A thousand thanks in advance!
<Hello Jeremy; thanks for the kind words. A good basic rule to start with is
that small fish (like Guppies) can be housed at about one inch of fish per
gallon of water. In practise though filtration and especially water changes can
substantially alter this. Another factor is the buffering capacity of the water:
in very hard, alkaline water the inevitable pH drop that happens in
heavily-stocked tanks is slowed down. So really your task is to check that
nitrite stays zero, pH stays steady, and nitrate stays relatively low (ideally
less than 50 mg/l). Provided you are seeing these results, your tank is safe,
even if it isn't "optimal" in terms of stocking. Now if you're asking for a
ballpark figure, you can probably keep about 30 up to 1-inch long Guppies
alongside your other fish without having major water quality problems *assuming*
the filtration is good (check nitrite!) and you are doing at least 50% water
changes weekly (ideally more!). Once the fish are above an inch in length, it's
time to move them out. Adult Guppies pose two problems: males are aggressive,
and females are quite big, up to two inches in length. So the females especially
will pull down water quality, while the males may start nipping the fins of one
another. Cheers, Neale.>
Question about my tequila sunrise guppy –
4/12/08
Hello,
I tried to ask this question on your website but it asked me for a login which i
don't know.
<???>
I recently bought a Tequila Sunrise Guppy from our local PetSmart along with a
blue/silver guppy exactly a week from today. I put them in the tank with my
Betta fish, and they were doing great. I woke up this morning and my tequila
sunrise guppy was at the top of the tank floating on it's side.

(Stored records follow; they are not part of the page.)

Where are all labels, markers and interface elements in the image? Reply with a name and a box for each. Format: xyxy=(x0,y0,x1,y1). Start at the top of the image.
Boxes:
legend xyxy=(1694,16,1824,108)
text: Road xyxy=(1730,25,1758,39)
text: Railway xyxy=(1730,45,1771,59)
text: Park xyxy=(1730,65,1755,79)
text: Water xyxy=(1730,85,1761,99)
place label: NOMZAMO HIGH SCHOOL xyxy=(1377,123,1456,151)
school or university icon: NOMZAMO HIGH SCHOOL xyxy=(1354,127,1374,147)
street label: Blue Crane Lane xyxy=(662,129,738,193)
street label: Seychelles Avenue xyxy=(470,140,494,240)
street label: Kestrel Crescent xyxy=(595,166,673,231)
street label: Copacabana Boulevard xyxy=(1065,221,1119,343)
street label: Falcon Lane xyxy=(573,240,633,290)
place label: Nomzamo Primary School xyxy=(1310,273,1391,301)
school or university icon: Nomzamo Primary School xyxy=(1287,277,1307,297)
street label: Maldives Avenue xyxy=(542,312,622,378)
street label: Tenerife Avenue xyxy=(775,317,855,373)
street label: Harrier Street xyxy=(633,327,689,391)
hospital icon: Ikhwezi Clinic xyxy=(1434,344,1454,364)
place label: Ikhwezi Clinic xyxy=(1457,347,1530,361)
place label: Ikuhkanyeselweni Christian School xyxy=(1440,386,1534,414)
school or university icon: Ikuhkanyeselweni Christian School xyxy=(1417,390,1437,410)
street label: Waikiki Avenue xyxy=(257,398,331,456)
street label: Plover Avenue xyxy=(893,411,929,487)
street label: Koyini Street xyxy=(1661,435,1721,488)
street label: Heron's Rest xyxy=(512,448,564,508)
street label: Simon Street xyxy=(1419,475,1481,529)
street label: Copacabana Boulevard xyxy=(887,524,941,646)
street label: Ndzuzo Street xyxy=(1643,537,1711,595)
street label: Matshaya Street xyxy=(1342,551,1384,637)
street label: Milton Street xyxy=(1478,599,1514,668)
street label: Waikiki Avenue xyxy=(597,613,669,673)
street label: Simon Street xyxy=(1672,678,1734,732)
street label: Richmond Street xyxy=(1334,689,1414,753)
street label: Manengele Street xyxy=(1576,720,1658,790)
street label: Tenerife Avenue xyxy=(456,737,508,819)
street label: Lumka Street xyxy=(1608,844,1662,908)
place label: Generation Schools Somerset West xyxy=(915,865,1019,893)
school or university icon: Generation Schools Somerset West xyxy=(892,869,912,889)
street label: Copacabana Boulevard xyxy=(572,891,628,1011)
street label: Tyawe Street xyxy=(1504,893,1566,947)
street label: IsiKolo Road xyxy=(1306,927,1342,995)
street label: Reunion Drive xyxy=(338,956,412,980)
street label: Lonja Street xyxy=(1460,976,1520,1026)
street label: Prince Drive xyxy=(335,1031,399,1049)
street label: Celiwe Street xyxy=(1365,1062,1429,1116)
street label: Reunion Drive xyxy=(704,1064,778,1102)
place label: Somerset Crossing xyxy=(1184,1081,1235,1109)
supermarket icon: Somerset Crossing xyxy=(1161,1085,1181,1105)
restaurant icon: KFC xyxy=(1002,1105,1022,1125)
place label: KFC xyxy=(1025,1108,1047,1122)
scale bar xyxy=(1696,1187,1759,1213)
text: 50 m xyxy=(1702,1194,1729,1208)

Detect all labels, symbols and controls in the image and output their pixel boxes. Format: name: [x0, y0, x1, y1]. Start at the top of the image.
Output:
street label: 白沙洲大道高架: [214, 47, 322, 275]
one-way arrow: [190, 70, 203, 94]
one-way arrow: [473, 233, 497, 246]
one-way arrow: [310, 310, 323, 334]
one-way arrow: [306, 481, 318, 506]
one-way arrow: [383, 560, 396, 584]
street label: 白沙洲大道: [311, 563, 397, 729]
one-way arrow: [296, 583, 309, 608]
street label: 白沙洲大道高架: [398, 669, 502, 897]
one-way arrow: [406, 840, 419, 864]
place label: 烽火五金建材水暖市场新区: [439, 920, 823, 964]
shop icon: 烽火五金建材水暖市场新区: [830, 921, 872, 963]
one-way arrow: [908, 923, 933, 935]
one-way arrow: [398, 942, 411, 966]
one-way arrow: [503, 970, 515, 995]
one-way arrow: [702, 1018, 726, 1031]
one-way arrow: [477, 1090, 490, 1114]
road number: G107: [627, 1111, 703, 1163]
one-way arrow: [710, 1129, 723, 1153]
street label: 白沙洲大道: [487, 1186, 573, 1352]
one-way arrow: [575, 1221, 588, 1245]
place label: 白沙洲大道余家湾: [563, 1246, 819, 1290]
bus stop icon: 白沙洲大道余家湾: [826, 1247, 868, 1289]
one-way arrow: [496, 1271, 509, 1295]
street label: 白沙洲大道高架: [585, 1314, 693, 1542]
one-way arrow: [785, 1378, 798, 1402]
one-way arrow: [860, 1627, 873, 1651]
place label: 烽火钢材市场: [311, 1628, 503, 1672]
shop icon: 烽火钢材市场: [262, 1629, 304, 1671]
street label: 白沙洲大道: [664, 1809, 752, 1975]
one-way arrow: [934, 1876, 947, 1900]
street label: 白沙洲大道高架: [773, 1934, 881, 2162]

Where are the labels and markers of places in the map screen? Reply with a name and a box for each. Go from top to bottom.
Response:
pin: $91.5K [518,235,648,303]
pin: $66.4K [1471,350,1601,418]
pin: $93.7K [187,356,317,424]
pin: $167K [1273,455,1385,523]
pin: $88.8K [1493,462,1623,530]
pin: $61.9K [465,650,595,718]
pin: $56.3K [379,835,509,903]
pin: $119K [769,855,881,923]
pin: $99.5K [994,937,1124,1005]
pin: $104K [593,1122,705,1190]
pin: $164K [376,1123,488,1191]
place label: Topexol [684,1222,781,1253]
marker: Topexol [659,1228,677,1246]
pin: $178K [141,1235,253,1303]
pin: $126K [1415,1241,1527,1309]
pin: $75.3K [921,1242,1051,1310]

<Almost always when people tell me stories like this, it's because of the
following issues: tank too small, tank under-filtered, tank not properly
matured. So let's review. Guppies MUST have an aquarium at least 10 gallons in
size, and in all honesty fancy guppies are so delicate (and the males often so
aggressive) than a 20 gallon tank is ESSENTIAL. Water chemistry needs to be hard
and alkaline. Adding a little MARINE MIX (not aquarium/tonic) salt, 3-6 grammes
per litre, helps, especially if you live in a soft water area. The aquarium
needs to be very well filtered, certainly the filter should have at least 4
times the volume of the tank in turnover per hour. There should be ZERO ammonia
and nitrite at all times. Temperature must be not less than 25 C, 77 F. What you
CANNOT do with Guppies is stick them in a small, unfiltered aquarium of the sort
(sadly) used for Bettas by some people. They are completely unsuitable for that
sort of maintenance.>
I thought it was dead and when i approached the tank it swam, while still being
on it's side just a little. In fear that my beta fish had done something to it,
i moved it to a different bowl. When i first moved it, it swam like normal then
after a bout 30 seconds turned over on it's side and slowly swam that way then
just sits at the top of the bowl. I don't know what's wrong with my guppy. I've
searched yahoo, and I've looked all over your website typing in key points for
my question, but all i found was a plenty on it's side and the rest was about
pregnant guppies and
nothing about being on it's side. If i could get an answer a.s.ap. i would
greatly appreciate it. I don't know if my fish is sick or not, or hurt.
-Lori
<Honestly need more information re: aquarium size, filtration, water chemistry,
water quality, etc. So, before going further, I'd suggest you read over this:
http://www.wetwebmedia.com/fwsubwebindex/guppies.htm
Once you're done and you've got some information together about your aquarium
and how the Guppies are maintained, we can try to move things forward. Cheers,
Neale.>
Guppies, sys., beh.
3/3/08
Hello,
A few weeks ago we set up a 5 gallon hex tank and bought a pair of guppies.
<Too small...>
We have worked with our water and have finally, after we lost the first two,
gotten the tank just right.
<Just right according to whom?>
We bought others, and ended up with 3 males and 2 females. One of the red-tailed
males killed a fancy tail male and one of the females.
<No surprise at all.>
We isolated him, then set up a 10 gallon tank with a divider so he would have
more room. We then went and bought him 2 female guppies, and within a day he had
bitten one and killed her.
<Someone needs to read a book about Guppies. Males are aggressive. Guppies are
NOT a good idea in tanks smaller than 20 gallons. This isn't up for discussion.
If all you have is a 10 gallon tank, keep something else.>
We removed the other female, leaving him isolated once again.
<How are you isolating him? Not one of those horrible breeding traps? They
achieve precisely nothing except removing money from your pocket.>
We called the pet store, and they agreed to exchange him for a different fish.
We brought home a new fancy tail male and he seems just as aggressive.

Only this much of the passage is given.